------ The input

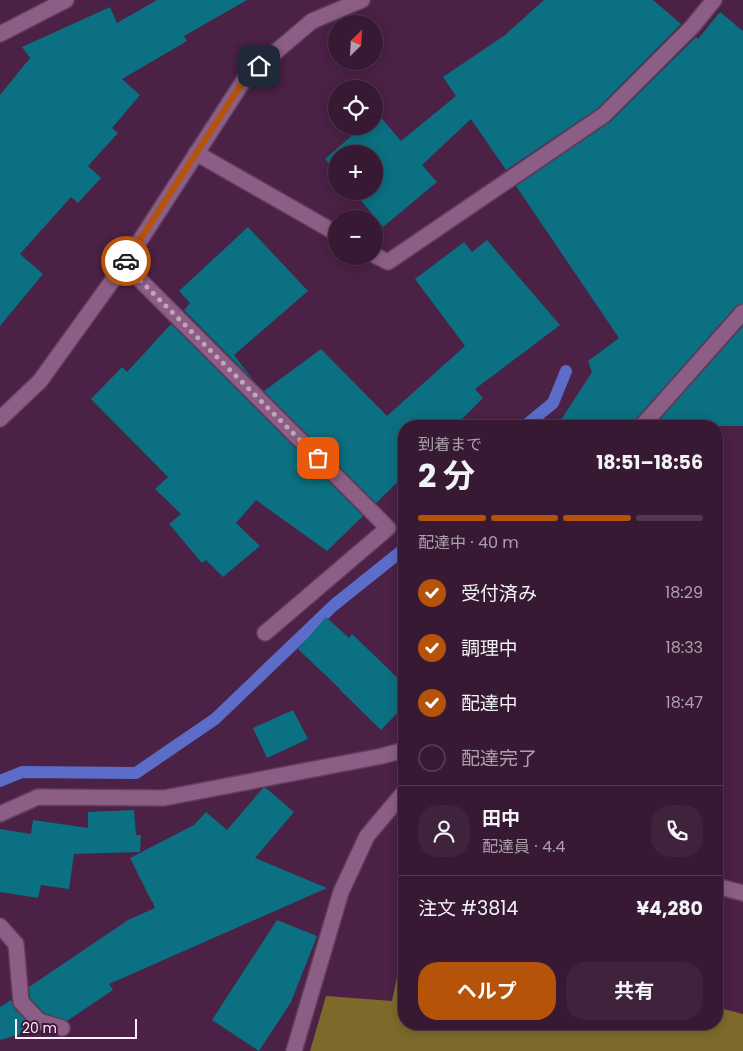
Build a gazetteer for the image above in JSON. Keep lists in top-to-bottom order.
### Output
{
  "scale_bar": "20 m",
  "north": "top right",
  "page": {
    "map_buttons": ["+", "−"],
    "heading": ["2 分", "到着まで", "18:51–18:56"],
    "panel": [
      "田中",
      "配達員 · 4.4",
      "注文 #3814",
      "¥4,280"
    ],
    "bar": "配達中 · 40 m",
    "list": [
      ["受付済み", "18:29"],
      ["調理中", "18:33"],
      ["配達中", "18:47"],
      "配達完了"
    ],
    "buttons": ["ヘルプ", "共有"],
    "scale": "20 m"
  }
}
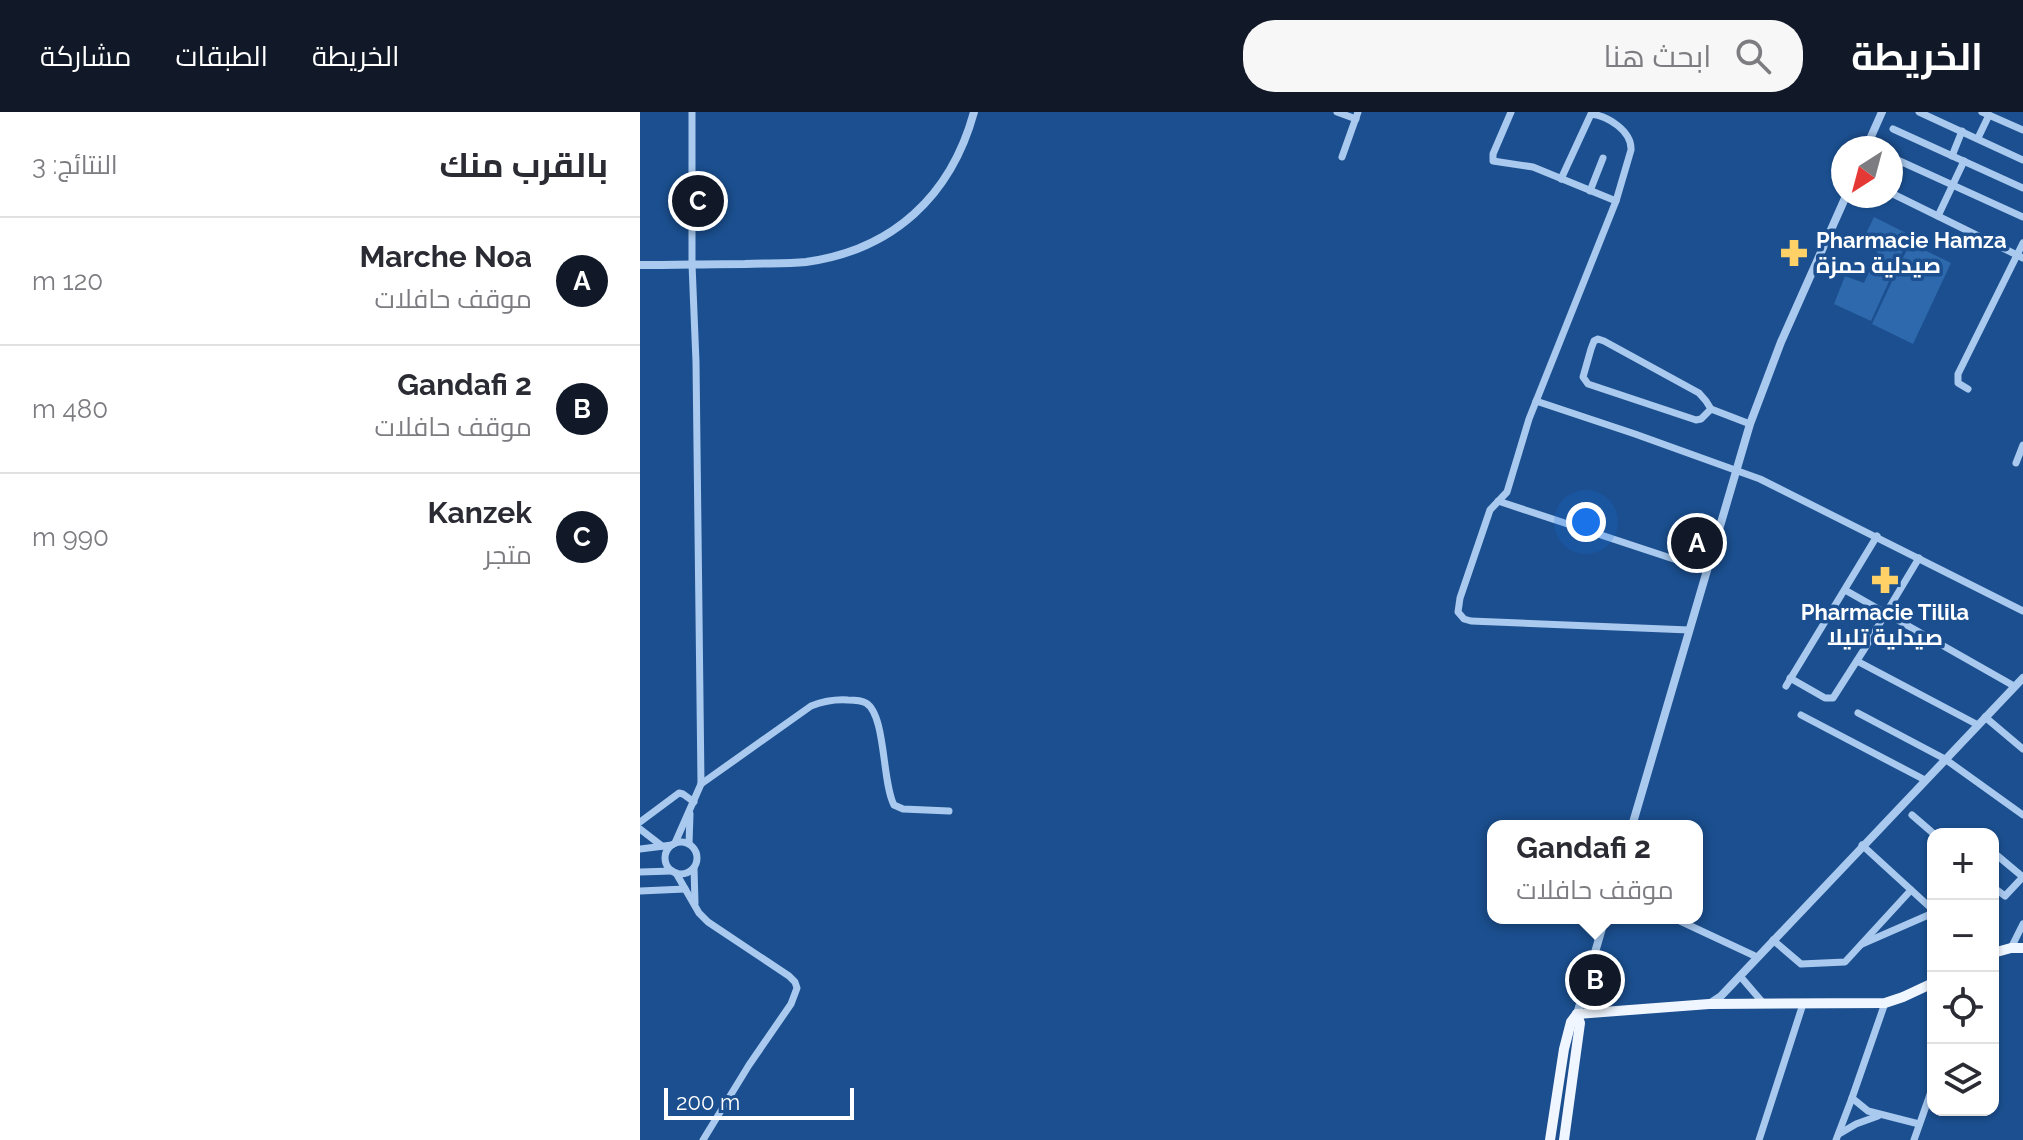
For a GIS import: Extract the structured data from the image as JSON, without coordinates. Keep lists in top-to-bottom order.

------------

■ Problem ■
Exact copy, no pictures: please print the data above once more.

■ Result of the exercise ■
Build a gazetteer for the image above in JSON. Keep lists in top-to-bottom order.
### Output
{
  "scale_bar": "20 m",
  "north": "top right",
  "page": {
    "map_buttons": ["+", "−"],
    "heading": ["2 分", "到着まで", "18:51–18:56"],
    "panel": [
      "田中",
      "配達員 · 4.4",
      "注文 #3814",
      "¥4,280"
    ],
    "bar": "配達中 · 40 m",
    "list": [
      ["受付済み", "18:29"],
      ["調理中", "18:33"],
      ["配達中", "18:47"],
      "配達完了"
    ],
    "buttons": ["ヘルプ", "共有"],
    "scale": "20 m"
  }
}
For a GIS import: Extract the structured data from the image as JSON, without coordinates. Keep lists in top-to-bottom order.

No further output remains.